A.Q. Khan initially worked with Pakistan Atomic Energy Commission (PAEC), headed by Munir Ahmad Khan, for a short period. But since he was not satisfied with this set-up, Bhutto gave A.Q. Khan in July 1976 autonomous control of the Kahuta Enrichment Project that had been already operative as Project-706 since 1974, two years prior to A.Q. Khan’s arrival in Pakistan. When Dr. A.Q. Khan joined, it was called Engineering Research Laboratories (ERL). However, on 01 May 1981, ERL was renamed through an order by Gen. Mohammad Zia-ul-Haq as Dr. A.Q. Khan Research Laboratories (KRL). On May 28, 1998, Pakistan successfully tested her first nuclear device and emerged as the only Muslim country to join the nuclear club.

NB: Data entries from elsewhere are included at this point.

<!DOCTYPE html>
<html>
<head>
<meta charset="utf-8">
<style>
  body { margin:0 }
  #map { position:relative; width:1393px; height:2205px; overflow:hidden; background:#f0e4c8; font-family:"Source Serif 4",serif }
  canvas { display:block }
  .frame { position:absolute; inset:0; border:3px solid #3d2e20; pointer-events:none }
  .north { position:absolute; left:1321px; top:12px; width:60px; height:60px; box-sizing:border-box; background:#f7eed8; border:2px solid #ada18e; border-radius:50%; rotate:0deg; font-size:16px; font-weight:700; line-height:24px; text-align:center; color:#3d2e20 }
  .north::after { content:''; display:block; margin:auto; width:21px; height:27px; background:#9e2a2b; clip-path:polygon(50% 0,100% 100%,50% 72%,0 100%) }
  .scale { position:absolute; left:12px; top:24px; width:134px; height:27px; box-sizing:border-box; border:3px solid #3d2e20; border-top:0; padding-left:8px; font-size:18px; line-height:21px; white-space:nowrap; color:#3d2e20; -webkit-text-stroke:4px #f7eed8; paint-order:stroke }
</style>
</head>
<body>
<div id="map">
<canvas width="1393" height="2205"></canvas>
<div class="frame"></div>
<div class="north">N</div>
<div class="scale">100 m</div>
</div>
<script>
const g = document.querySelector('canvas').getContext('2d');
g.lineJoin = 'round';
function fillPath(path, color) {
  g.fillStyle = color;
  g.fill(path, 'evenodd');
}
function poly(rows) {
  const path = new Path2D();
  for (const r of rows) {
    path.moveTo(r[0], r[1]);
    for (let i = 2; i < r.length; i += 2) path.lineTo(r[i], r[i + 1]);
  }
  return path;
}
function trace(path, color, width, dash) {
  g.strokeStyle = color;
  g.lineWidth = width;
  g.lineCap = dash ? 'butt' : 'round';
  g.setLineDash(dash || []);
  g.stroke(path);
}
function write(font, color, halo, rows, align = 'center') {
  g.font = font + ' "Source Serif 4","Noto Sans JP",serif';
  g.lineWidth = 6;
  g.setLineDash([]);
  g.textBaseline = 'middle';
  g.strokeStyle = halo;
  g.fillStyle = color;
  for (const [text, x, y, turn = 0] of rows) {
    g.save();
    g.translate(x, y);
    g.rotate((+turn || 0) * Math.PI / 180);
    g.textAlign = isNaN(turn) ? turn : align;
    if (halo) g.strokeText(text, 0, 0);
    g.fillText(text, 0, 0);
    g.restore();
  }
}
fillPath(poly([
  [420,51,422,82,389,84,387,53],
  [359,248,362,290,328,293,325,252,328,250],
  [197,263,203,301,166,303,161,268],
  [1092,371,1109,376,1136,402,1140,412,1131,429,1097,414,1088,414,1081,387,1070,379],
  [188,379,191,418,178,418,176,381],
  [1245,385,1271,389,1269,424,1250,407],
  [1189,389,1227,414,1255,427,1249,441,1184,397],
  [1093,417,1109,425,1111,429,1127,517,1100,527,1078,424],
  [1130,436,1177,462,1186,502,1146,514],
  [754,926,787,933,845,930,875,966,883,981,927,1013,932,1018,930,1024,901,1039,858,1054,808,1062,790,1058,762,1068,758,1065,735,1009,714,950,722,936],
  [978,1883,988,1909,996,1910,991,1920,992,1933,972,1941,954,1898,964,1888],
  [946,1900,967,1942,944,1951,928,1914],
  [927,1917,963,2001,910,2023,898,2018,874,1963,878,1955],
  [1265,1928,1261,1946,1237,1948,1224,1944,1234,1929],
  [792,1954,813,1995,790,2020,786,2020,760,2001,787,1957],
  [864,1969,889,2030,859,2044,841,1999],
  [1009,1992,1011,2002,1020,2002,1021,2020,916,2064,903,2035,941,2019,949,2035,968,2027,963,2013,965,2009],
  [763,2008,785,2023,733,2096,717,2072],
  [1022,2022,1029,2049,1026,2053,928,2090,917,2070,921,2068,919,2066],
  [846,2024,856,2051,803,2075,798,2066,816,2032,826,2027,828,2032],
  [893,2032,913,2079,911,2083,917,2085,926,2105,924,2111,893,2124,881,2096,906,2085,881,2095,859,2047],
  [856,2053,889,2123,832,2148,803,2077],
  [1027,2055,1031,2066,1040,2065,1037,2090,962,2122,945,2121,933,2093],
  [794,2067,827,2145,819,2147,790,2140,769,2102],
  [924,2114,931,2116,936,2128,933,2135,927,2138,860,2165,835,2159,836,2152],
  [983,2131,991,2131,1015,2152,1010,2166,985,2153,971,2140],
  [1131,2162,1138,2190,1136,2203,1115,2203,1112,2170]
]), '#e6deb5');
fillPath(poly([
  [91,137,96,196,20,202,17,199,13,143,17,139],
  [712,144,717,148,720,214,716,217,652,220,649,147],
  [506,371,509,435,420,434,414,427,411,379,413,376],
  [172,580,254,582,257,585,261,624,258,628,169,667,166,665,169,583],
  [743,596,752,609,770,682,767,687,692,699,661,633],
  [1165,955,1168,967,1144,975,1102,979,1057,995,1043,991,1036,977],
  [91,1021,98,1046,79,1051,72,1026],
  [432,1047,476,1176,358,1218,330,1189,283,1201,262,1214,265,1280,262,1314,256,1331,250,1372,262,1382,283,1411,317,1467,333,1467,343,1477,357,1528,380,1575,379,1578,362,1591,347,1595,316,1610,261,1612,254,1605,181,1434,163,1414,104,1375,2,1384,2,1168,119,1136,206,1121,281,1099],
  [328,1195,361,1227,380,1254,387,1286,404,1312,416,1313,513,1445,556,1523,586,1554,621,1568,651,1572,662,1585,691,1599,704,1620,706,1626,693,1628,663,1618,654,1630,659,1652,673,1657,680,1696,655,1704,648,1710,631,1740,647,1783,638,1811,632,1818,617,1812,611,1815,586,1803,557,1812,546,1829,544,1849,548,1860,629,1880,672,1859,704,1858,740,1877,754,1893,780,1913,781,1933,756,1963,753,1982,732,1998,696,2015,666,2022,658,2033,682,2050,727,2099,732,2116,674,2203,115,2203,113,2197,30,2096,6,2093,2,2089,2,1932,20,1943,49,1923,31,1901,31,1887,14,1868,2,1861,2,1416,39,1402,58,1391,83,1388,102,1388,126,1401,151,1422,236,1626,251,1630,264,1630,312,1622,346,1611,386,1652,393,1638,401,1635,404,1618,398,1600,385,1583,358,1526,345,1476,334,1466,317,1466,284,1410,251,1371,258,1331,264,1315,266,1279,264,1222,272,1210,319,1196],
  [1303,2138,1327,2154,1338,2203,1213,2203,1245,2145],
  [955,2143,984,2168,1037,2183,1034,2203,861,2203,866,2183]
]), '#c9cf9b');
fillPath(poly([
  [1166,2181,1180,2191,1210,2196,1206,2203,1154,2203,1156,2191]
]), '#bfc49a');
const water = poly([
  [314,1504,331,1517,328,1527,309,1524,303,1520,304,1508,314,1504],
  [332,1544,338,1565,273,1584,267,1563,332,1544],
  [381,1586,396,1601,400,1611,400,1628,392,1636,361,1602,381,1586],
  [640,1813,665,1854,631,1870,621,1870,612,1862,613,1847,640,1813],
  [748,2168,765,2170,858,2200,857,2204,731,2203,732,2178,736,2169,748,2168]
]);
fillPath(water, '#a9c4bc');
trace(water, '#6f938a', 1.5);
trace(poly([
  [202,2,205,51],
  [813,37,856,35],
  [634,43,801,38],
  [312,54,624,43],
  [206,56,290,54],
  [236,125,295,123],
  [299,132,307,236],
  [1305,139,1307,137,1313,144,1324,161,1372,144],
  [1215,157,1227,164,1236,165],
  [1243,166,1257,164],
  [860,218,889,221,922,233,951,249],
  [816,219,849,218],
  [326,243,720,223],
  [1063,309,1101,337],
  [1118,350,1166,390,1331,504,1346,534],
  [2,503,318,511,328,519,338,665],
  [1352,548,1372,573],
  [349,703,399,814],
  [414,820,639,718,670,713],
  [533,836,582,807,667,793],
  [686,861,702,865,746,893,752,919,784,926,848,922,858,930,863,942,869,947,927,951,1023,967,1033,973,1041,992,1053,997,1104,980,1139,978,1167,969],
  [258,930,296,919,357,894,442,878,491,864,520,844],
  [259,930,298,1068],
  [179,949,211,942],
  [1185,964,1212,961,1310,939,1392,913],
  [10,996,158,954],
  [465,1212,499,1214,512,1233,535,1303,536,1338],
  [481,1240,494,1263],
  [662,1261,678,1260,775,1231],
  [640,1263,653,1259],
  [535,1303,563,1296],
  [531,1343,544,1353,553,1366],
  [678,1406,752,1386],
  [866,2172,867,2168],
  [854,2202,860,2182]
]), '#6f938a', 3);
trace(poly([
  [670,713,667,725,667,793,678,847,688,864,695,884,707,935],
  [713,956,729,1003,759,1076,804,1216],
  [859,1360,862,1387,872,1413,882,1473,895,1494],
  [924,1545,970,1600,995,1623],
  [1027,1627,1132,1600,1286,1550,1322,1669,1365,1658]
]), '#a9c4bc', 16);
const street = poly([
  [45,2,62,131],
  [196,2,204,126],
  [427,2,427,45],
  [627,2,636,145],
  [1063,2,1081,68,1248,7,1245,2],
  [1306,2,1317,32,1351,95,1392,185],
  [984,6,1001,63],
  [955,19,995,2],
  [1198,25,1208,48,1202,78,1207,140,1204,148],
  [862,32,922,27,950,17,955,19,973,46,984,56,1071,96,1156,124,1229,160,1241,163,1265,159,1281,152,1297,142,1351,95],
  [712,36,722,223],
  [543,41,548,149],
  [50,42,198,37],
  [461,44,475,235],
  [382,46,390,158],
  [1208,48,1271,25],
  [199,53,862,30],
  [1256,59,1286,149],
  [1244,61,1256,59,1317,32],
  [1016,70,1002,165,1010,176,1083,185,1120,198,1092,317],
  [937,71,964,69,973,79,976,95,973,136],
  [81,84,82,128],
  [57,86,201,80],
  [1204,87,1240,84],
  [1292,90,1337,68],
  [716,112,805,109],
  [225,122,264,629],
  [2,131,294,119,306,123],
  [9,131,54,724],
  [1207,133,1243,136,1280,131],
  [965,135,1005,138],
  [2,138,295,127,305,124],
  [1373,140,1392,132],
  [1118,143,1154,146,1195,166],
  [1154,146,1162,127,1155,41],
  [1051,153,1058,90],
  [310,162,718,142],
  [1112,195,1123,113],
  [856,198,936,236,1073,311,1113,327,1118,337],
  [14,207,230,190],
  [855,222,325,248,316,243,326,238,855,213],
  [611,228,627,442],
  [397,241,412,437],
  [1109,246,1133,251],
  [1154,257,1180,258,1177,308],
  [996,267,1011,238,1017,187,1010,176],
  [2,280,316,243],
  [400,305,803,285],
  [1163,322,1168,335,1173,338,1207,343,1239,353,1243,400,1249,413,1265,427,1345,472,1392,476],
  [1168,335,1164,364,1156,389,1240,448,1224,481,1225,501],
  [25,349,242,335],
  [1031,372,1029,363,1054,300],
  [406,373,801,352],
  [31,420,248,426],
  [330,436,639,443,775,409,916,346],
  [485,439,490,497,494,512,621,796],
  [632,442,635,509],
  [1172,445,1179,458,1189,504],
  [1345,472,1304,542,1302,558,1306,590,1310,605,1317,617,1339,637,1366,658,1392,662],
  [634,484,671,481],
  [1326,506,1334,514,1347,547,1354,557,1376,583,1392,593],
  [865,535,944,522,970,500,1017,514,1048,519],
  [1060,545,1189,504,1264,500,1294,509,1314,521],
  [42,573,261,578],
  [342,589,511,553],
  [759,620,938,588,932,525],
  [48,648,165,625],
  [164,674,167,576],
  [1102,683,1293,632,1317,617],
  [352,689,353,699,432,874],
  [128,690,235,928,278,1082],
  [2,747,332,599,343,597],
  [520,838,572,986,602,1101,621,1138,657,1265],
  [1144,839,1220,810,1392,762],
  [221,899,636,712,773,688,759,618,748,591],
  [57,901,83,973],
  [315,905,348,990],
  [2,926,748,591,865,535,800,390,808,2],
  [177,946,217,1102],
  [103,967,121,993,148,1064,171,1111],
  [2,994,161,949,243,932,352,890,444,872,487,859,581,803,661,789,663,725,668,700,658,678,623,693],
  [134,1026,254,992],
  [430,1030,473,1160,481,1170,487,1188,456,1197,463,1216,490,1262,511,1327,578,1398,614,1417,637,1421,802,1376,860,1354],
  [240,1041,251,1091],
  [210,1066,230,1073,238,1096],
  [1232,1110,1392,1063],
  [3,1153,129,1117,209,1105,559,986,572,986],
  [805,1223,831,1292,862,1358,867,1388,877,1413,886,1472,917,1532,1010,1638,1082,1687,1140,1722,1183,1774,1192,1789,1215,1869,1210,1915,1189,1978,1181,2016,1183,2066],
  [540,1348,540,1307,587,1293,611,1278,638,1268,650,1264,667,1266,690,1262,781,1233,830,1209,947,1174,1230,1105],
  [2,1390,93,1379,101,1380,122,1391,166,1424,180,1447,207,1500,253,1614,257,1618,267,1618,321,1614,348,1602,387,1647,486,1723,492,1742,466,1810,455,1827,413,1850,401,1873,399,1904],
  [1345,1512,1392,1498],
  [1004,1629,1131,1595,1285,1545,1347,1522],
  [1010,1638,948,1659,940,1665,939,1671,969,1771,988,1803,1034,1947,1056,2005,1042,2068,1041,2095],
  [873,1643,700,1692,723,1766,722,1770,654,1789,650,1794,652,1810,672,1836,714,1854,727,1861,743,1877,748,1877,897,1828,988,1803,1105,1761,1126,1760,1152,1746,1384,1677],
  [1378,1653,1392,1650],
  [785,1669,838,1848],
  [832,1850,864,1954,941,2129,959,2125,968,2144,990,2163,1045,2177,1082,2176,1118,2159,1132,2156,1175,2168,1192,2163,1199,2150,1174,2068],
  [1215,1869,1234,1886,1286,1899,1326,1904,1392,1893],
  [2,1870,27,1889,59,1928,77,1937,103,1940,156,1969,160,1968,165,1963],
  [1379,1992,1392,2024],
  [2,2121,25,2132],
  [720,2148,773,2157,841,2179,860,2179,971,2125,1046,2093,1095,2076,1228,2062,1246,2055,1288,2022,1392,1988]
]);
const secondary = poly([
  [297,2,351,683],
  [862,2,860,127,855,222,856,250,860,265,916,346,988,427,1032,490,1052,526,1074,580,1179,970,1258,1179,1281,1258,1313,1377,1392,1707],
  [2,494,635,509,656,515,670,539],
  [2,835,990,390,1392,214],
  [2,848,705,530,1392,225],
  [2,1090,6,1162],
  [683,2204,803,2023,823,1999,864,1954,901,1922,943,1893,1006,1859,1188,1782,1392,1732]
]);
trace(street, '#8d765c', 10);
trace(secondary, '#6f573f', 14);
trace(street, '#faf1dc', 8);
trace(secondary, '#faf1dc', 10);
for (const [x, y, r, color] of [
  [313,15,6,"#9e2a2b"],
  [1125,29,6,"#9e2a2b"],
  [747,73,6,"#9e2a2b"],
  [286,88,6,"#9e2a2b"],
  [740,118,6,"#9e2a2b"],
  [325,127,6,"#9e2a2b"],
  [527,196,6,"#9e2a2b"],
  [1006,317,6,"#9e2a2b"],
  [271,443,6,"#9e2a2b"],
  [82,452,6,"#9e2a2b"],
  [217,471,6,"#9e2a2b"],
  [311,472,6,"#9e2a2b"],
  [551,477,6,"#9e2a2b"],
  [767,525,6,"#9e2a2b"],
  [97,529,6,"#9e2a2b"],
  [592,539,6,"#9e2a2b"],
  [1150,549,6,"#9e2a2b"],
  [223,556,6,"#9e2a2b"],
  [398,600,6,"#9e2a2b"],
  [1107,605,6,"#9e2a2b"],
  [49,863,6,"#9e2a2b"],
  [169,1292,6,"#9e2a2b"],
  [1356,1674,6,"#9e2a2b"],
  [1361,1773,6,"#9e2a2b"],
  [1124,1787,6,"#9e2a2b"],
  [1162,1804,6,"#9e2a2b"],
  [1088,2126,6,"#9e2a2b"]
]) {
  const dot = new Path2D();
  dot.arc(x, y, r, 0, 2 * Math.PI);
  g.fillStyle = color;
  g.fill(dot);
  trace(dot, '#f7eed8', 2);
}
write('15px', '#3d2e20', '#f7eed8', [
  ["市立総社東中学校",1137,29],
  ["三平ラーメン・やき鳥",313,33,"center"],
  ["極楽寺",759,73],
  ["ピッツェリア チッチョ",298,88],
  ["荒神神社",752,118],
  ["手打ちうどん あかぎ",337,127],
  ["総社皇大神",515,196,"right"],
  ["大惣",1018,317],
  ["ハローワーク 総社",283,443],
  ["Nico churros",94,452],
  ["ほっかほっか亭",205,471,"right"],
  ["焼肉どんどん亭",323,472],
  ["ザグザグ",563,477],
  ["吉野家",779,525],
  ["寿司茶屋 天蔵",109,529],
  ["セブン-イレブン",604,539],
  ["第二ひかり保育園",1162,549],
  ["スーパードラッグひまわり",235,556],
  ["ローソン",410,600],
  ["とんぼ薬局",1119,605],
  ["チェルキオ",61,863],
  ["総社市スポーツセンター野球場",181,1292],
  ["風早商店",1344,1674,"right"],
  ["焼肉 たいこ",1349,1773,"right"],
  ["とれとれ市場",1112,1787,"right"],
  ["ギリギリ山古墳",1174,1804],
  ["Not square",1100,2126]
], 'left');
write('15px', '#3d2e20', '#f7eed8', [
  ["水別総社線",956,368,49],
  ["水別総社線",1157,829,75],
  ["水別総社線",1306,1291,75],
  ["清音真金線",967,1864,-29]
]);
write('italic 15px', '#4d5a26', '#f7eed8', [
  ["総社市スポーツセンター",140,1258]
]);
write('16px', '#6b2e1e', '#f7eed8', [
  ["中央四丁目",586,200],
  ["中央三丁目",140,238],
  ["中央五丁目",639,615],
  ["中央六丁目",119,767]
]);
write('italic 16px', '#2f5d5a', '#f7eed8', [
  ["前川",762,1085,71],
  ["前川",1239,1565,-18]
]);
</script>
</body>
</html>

The scientific contributions of Dr. A. Q. Khan have been recognized in several ways. As an active scientist and technologist, he has published more than 188 scientific research papers in international journals. Under his supervision, the process of Uranium enrichment was effectively accomplished and significant development was also made with the successful test firing of Intermediate Range Ballistic Missiles, Ghauri 1, in April 1998 and Ghauri II in April 1999. Dr Khan received honorary degrees of Doctor of Science from the University of Karachi in 1993, from Baqai Medical University in 1998, Doctor of Science from Hamdard University, Karachi in1999, and from the University of Engineering and Technology, Lahore in December 2000. For his contributions in the field of science and technology, Dr Khan was awarded Nishan-i-Imtiaz in 1996 and again in 1998. Thus he is the only Pakistani to have received twice the highest civil award. He is also a recipient of Hilal-i-Imtiaz During 1990s, there were reports in the Western media that Dr. A. Q. Khan had been involved in the sale of centrifuge parts to Libya and Iran. In November 2003, Pakistan was warned of possible nuclear leaks and according to an IAEA report, Dr. Khan was accused of having at the centre of an international proliferation network. Consequently he was retired from KRL and was appointed as Advisor to the President.
In the beginning Dr. Khan denied any kind of personal involvement in the nuclear proliferation. However on February 4, 2004 in a television appearance he took “full responsibility” for his action and seeked “pardon” from the nation. Since then he is in safe custody and no one is allowed to see him.